*** Opening Data ***

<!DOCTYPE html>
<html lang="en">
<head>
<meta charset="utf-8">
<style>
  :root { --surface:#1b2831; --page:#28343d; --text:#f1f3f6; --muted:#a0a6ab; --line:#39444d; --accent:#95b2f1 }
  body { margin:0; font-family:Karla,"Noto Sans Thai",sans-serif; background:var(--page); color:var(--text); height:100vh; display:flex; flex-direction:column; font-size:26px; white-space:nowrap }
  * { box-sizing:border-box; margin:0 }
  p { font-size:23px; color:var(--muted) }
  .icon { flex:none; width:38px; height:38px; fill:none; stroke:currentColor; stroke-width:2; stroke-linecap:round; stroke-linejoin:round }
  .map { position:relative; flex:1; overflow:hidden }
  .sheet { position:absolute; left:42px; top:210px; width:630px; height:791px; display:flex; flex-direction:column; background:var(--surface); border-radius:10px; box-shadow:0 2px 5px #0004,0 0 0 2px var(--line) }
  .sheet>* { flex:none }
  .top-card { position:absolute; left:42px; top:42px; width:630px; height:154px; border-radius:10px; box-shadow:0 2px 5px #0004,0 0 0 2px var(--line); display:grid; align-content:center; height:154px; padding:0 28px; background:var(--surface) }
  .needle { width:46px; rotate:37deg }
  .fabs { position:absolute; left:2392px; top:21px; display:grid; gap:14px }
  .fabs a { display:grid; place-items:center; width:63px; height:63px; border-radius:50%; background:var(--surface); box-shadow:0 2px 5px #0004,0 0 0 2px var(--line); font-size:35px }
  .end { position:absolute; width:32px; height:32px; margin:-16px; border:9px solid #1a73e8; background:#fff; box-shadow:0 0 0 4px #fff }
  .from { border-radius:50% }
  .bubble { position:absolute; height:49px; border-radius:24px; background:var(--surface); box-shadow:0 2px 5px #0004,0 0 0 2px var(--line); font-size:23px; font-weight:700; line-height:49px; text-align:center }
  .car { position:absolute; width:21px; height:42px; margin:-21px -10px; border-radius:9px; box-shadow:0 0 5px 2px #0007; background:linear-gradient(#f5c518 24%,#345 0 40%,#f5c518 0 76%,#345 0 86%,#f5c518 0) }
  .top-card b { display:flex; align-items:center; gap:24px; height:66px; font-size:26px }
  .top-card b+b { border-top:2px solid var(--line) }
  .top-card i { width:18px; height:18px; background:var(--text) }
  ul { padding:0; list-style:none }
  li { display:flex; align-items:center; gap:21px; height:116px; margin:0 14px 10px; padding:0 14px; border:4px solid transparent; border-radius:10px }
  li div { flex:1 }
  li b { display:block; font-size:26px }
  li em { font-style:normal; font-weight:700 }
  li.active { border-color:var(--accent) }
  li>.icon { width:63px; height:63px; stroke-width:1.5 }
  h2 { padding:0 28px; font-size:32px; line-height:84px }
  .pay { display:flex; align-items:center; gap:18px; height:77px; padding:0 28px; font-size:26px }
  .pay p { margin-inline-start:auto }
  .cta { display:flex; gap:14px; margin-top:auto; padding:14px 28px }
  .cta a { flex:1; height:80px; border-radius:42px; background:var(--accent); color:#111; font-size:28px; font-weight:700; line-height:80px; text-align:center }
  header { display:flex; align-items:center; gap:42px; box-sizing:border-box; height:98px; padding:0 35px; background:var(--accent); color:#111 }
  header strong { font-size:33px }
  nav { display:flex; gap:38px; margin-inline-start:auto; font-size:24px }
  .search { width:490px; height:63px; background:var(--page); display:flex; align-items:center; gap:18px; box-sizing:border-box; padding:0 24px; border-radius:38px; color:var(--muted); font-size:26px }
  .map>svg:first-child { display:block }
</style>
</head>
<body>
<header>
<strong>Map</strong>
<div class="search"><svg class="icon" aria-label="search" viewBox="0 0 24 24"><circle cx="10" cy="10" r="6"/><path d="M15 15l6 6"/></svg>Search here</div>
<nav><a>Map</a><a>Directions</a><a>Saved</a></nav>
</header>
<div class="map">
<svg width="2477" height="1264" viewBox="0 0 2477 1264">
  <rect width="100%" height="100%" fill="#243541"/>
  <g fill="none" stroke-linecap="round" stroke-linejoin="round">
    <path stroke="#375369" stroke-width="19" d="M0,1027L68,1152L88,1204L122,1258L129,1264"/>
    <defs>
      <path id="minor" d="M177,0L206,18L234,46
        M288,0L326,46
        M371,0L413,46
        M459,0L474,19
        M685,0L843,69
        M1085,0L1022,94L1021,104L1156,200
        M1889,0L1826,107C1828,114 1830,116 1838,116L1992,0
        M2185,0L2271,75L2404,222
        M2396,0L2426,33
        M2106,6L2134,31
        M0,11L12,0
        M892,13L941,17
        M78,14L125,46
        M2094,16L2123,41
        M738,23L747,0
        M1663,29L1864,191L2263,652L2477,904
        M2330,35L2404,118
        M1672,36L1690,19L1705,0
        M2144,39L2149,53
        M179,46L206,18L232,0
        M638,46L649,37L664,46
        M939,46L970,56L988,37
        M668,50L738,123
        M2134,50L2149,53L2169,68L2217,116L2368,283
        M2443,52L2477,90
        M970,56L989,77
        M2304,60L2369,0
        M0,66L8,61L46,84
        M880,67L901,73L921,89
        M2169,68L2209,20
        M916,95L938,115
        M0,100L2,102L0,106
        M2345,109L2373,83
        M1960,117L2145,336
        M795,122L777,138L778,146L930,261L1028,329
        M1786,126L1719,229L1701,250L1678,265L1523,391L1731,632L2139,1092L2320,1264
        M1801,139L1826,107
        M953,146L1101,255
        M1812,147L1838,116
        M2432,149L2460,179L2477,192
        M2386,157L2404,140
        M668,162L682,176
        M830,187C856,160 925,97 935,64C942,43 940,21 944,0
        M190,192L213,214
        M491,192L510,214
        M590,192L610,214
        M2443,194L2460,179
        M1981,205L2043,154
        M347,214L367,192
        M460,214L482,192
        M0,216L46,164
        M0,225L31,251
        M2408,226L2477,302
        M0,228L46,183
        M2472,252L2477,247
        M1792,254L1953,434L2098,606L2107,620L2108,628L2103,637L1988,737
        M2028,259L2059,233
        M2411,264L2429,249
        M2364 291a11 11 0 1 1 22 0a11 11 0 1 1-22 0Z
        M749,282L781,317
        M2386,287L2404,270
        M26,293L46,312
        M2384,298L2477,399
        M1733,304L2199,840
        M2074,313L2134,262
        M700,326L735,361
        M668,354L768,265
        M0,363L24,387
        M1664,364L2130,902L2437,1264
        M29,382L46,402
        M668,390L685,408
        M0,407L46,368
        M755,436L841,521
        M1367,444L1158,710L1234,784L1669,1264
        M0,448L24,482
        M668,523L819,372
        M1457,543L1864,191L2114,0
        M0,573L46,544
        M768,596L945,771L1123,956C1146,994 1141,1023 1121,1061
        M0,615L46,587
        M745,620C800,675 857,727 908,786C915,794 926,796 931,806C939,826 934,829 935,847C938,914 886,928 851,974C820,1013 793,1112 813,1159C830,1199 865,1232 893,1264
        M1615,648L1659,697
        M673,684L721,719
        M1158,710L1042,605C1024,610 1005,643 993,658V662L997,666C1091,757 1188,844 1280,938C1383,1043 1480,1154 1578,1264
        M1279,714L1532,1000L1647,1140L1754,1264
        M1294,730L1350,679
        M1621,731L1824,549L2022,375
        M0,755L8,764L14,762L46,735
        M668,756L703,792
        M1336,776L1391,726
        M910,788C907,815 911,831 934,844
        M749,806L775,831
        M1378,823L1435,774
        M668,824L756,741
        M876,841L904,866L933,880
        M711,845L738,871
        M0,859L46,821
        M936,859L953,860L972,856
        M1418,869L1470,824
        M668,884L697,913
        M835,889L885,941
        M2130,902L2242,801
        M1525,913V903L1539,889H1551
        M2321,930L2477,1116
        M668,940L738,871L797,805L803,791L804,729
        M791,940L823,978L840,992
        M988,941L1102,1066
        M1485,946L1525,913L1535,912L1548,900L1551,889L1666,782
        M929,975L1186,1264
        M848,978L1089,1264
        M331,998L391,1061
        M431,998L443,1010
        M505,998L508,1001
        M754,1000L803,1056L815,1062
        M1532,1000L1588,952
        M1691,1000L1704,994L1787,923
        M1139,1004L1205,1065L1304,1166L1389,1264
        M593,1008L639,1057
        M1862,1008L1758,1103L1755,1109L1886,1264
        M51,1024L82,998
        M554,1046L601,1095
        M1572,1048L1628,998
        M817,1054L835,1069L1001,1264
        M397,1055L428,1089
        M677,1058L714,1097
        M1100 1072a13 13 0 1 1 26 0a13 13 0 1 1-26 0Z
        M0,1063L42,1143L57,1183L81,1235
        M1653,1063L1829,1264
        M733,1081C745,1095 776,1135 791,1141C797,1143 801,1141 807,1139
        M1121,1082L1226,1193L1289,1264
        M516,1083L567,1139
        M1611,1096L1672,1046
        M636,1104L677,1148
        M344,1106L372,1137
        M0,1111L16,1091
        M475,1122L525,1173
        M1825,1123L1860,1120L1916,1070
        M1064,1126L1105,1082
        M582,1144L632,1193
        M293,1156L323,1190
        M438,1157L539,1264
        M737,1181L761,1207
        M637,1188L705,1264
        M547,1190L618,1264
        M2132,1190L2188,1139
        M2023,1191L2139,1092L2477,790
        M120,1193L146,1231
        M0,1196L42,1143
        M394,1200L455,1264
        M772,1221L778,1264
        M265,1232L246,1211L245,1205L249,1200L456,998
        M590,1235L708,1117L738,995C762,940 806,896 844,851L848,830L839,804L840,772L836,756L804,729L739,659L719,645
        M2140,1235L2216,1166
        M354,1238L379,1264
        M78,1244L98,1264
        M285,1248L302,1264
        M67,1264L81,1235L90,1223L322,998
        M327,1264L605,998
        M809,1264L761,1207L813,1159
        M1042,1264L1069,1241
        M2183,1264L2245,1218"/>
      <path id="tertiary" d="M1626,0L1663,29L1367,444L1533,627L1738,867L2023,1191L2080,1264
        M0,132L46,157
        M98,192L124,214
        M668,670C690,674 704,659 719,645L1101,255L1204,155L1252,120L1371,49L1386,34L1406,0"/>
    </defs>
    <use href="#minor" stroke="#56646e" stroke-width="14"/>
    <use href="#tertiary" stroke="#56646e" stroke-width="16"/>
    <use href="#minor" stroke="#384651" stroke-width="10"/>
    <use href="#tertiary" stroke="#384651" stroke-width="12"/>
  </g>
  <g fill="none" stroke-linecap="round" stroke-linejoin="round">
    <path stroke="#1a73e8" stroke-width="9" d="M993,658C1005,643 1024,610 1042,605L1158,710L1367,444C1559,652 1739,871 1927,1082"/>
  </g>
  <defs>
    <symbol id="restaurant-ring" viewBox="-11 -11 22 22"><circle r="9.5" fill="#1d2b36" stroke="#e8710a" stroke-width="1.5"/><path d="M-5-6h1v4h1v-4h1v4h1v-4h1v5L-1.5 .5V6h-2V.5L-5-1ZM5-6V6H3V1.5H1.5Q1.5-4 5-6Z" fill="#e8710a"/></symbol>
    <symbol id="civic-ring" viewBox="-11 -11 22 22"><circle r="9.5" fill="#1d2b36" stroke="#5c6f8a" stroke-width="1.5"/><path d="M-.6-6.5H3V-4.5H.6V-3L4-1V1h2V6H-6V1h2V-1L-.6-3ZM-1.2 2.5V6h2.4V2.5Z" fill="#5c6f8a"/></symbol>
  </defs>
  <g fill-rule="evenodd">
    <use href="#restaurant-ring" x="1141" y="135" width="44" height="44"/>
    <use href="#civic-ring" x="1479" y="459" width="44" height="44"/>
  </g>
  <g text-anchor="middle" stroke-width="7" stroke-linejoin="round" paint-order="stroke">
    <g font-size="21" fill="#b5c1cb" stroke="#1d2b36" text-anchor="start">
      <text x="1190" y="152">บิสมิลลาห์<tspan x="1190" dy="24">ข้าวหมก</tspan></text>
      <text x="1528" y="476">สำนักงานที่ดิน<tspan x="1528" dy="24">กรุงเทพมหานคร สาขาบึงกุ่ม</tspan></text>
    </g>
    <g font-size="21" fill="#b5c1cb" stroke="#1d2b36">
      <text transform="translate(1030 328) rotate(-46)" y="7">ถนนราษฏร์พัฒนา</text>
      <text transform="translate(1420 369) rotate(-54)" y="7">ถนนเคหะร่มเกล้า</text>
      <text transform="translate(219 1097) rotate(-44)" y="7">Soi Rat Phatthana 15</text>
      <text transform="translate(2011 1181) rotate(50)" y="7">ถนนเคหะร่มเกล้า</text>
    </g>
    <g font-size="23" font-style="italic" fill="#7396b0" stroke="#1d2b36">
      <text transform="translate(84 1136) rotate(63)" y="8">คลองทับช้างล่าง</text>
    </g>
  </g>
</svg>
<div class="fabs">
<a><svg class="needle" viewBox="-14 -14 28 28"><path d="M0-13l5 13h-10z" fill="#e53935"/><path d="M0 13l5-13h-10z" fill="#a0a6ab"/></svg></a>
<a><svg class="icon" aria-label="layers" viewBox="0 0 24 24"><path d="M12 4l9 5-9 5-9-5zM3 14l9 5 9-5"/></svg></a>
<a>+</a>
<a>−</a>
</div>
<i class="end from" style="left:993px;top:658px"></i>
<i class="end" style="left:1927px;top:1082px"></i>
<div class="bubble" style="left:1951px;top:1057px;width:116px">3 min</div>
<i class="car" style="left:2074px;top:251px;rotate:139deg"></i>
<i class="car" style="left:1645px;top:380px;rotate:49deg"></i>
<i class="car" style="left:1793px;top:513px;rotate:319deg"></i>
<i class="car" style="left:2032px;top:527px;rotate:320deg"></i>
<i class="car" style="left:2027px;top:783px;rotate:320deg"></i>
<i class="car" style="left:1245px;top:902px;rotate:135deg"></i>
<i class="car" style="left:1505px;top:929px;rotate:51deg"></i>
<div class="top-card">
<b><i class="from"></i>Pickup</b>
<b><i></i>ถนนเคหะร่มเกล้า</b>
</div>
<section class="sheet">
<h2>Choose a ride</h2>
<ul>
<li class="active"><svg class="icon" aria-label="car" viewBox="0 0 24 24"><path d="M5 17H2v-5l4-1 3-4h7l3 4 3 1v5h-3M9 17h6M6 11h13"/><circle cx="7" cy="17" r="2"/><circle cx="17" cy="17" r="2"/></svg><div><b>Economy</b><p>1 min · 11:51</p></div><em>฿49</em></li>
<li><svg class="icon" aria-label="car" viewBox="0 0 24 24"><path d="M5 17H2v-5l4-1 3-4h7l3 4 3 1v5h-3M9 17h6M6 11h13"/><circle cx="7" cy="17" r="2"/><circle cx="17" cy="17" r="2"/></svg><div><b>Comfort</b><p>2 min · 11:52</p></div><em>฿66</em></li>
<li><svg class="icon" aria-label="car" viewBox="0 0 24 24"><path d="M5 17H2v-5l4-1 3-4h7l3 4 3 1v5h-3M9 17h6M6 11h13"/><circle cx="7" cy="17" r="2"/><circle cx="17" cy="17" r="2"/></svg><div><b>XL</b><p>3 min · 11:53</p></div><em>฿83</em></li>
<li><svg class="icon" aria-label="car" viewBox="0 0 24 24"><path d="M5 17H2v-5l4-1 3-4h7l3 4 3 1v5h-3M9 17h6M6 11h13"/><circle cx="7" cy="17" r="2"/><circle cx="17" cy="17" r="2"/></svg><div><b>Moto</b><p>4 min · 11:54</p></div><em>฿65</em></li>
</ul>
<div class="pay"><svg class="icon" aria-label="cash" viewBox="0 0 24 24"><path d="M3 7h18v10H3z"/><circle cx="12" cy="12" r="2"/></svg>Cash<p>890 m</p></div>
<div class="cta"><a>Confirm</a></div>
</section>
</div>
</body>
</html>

*** Closing Data ***

## Work to be completed
Using the entries above, output exactly the lines between the line holding "<strong>Map</strong>" and the line holding "M668,50L738,123", end lines included, and nothing more.

## Solution to the problem
<strong>Map</strong>
<div class="search"><svg class="icon" aria-label="search" viewBox="0 0 24 24"><circle cx="10" cy="10" r="6"/><path d="M15 15l6 6"/></svg>Search here</div>
<nav><a>Map</a><a>Directions</a><a>Saved</a></nav>
</header>
<div class="map">
<svg width="2477" height="1264" viewBox="0 0 2477 1264">
  <rect width="100%" height="100%" fill="#243541"/>
  <g fill="none" stroke-linecap="round" stroke-linejoin="round">
    <path stroke="#375369" stroke-width="19" d="M0,1027L68,1152L88,1204L122,1258L129,1264"/>
    <defs>
      <path id="minor" d="M177,0L206,18L234,46
        M288,0L326,46
        M371,0L413,46
        M459,0L474,19
        M685,0L843,69
        M1085,0L1022,94L1021,104L1156,200
        M1889,0L1826,107C1828,114 1830,116 1838,116L1992,0
        M2185,0L2271,75L2404,222
        M2396,0L2426,33
        M2106,6L2134,31
        M0,11L12,0
        M892,13L941,17
        M78,14L125,46
        M2094,16L2123,41
        M738,23L747,0
        M1663,29L1864,191L2263,652L2477,904
        M2330,35L2404,118
        M1672,36L1690,19L1705,0
        M2144,39L2149,53
        M179,46L206,18L232,0
        M638,46L649,37L664,46
        M939,46L970,56L988,37
        M668,50L738,123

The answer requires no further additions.